[Task material]
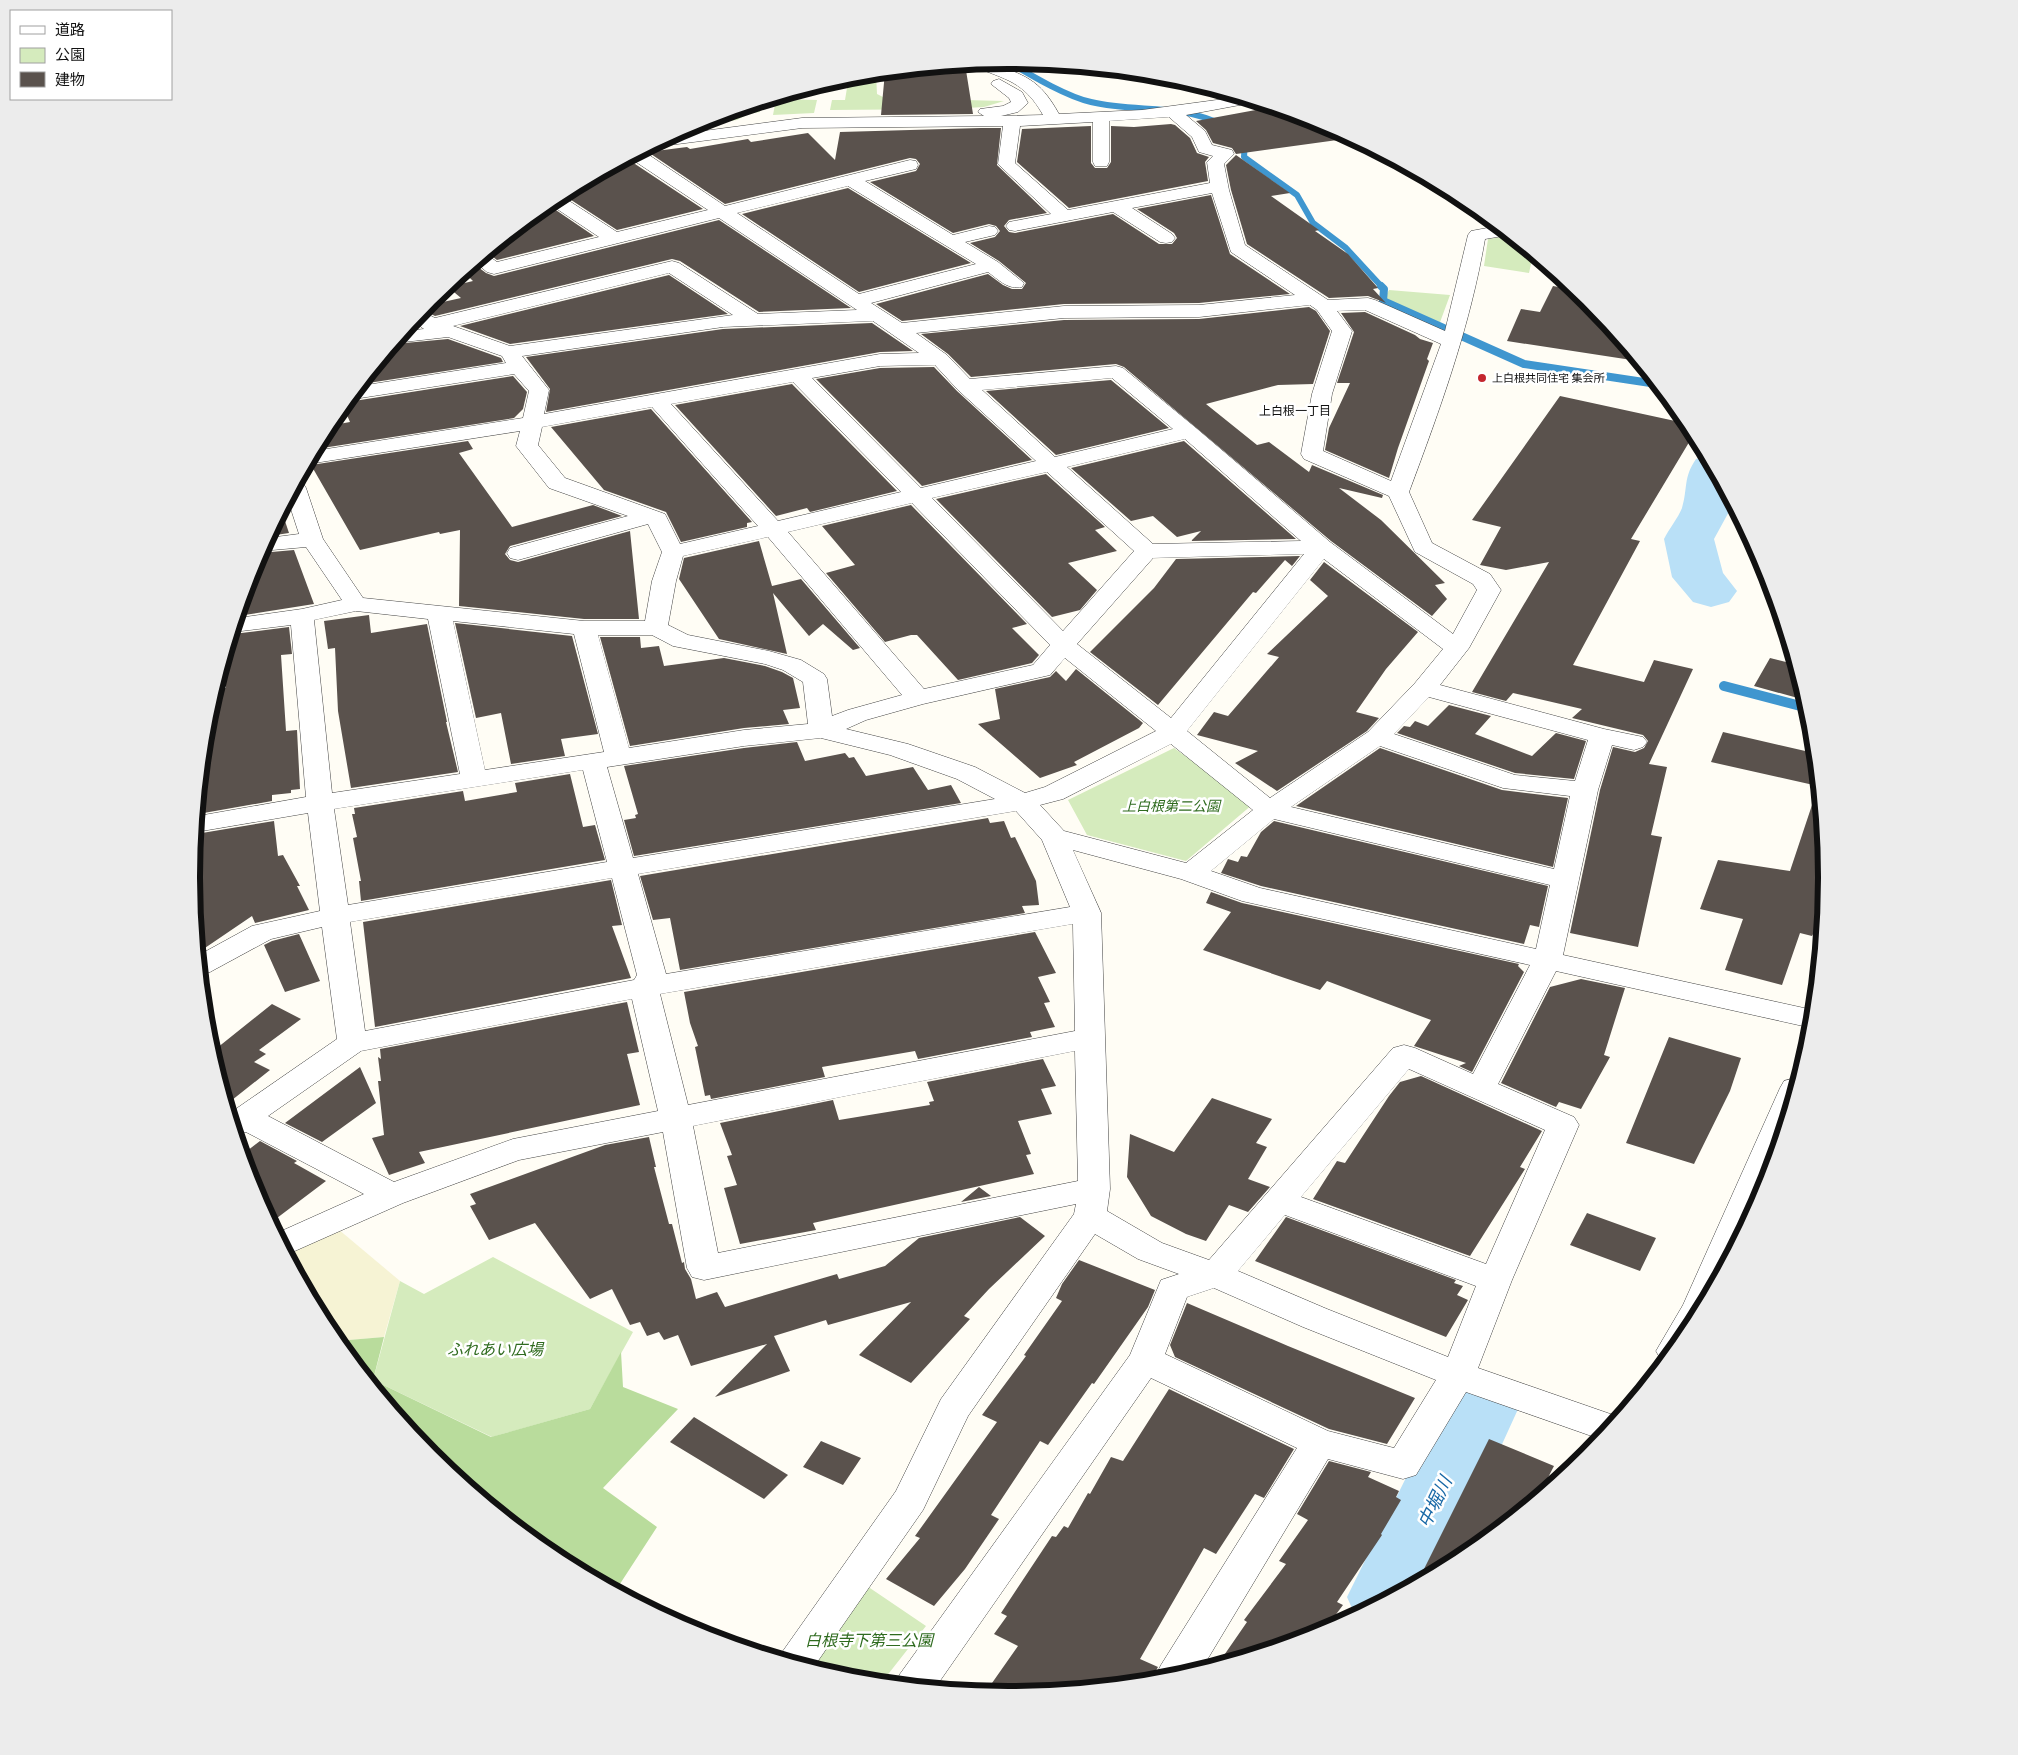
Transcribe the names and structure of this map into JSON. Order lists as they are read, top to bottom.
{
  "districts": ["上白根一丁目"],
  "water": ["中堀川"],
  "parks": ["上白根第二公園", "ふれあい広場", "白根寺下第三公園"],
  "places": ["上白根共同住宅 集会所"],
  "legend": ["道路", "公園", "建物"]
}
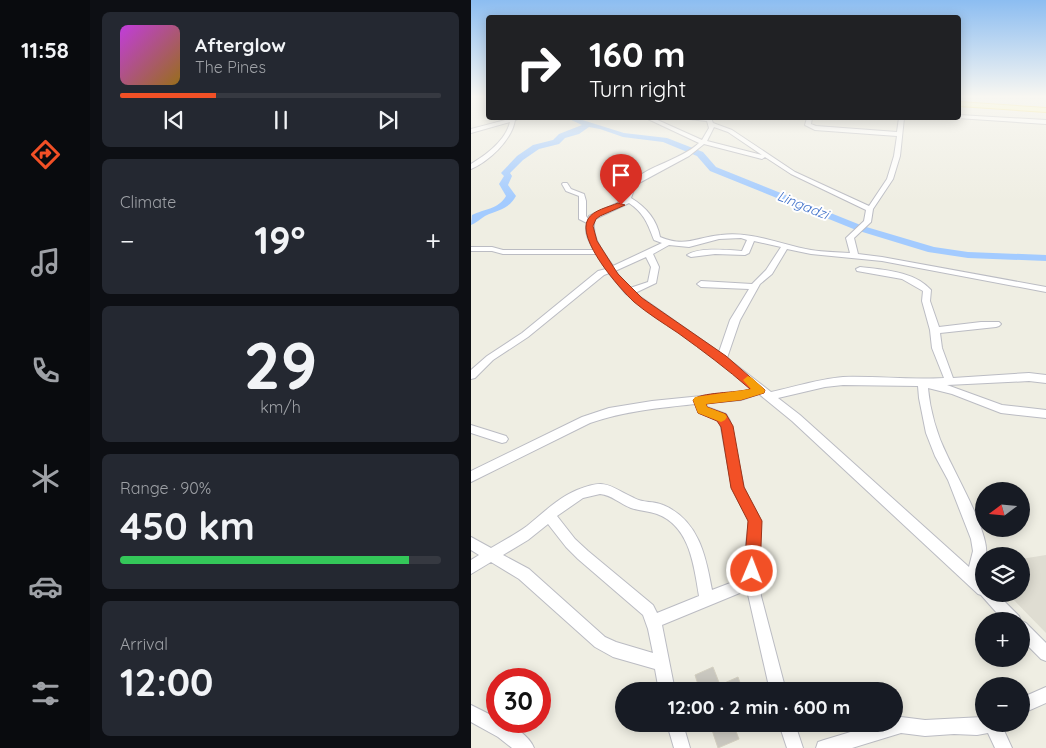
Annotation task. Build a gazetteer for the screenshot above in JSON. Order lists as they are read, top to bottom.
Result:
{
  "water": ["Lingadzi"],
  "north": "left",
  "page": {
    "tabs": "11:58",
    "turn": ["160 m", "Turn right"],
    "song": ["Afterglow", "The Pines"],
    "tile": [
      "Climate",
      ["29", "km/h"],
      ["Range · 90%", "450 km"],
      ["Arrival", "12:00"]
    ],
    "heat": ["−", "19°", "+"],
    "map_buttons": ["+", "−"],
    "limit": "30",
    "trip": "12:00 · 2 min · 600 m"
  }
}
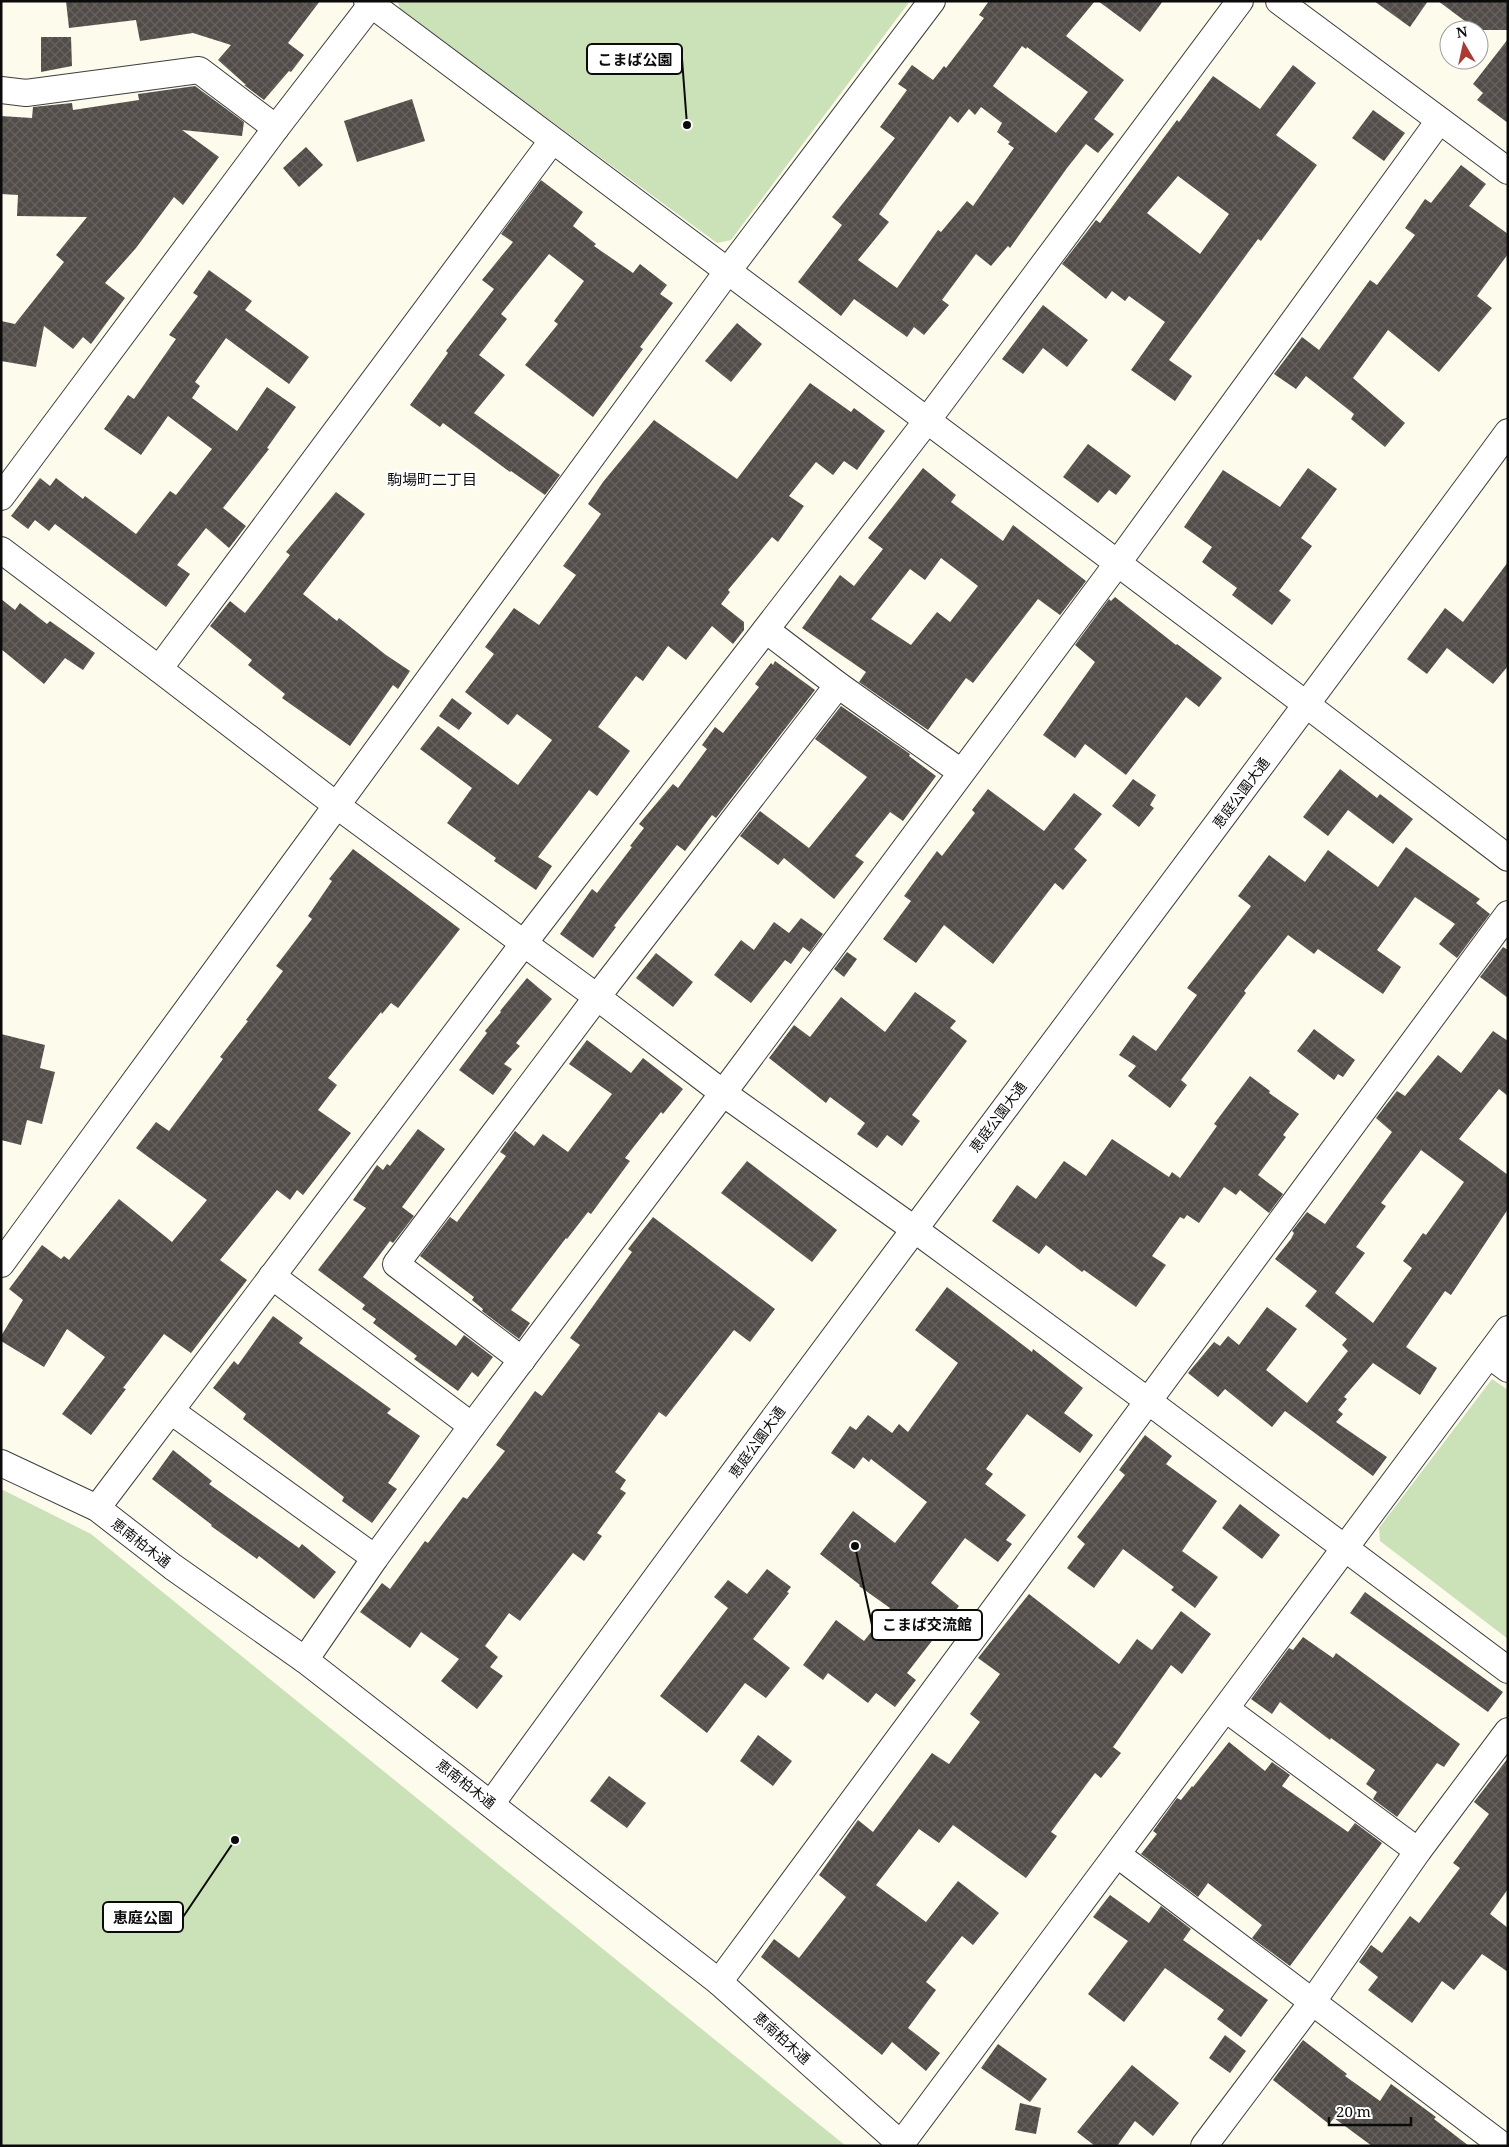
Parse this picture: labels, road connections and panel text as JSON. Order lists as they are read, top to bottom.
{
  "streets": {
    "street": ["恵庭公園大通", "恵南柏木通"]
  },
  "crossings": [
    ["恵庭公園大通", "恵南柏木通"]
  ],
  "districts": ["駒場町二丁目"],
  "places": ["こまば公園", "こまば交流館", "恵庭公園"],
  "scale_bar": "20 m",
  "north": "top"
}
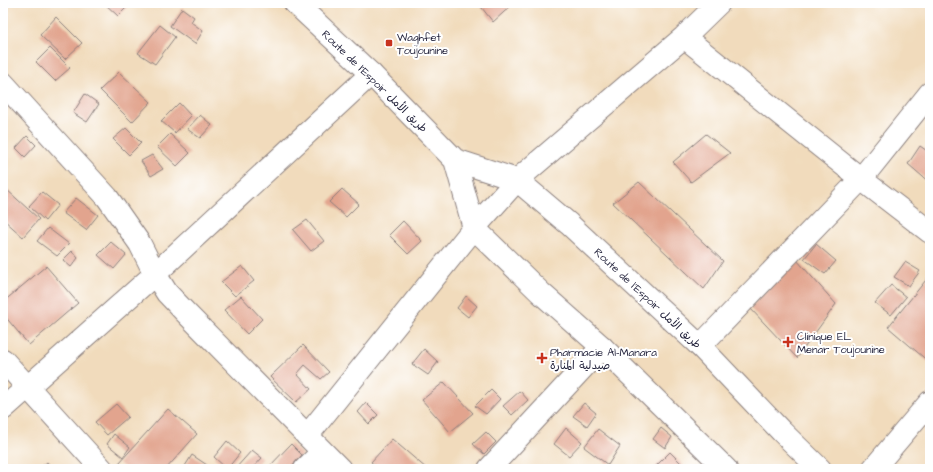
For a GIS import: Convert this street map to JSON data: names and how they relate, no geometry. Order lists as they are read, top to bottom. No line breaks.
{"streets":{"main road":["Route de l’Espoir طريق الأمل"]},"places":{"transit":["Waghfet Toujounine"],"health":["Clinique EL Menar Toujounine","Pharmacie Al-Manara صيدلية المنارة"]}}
[/Task material]
§ **Problem description**
You are asked to output the records precisely as they appear, minus any pictures.

§ **Solution below**
Transcribe the names and structure of this map into JSON. Order lists as they are read, top to bottom.
{
  "districts": ["上白根一丁目"],
  "water": ["中堀川"],
  "parks": ["上白根第二公園", "ふれあい広場", "白根寺下第三公園"],
  "places": ["上白根共同住宅 集会所"],
  "legend": ["道路", "公園", "建物"]
}
Annotation task. Build a gazetteer for the screenshot above in JSON. Order lists as they are read, top to bottom.
Result:
{
  "water": ["Lingadzi"],
  "north": "left",
  "page": {
    "tabs": "11:58",
    "turn": ["160 m", "Turn right"],
    "song": ["Afterglow", "The Pines"],
    "tile": [
      "Climate",
      ["29", "km/h"],
      ["Range · 90%", "450 km"],
      ["Arrival", "12:00"]
    ],
    "heat": ["−", "19°", "+"],
    "map_buttons": ["+", "−"],
    "limit": "30",
    "trip": "12:00 · 2 min · 600 m"
  }
}
Parse this picture: labels, road connections and panel text as JSON. Order lists as they are read, top to bottom.
{
  "streets": {
    "street": ["恵庭公園大通", "恵南柏木通"]
  },
  "crossings": [
    ["恵庭公園大通", "恵南柏木通"]
  ],
  "districts": ["駒場町二丁目"],
  "places": ["こまば公園", "こまば交流館", "恵庭公園"],
  "scale_bar": "20 m",
  "north": "top"
}
For a GIS import: Convert this street map to JSON data: names and how they relate, no geometry. Order lists as they are read, top to bottom. No line breaks.
{"streets":{"main road":["Route de l’Espoir طريق الأمل"]},"places":{"transit":["Waghfet Toujounine"],"health":["Clinique EL Menar Toujounine","Pharmacie Al-Manara صيدلية المنارة"]}}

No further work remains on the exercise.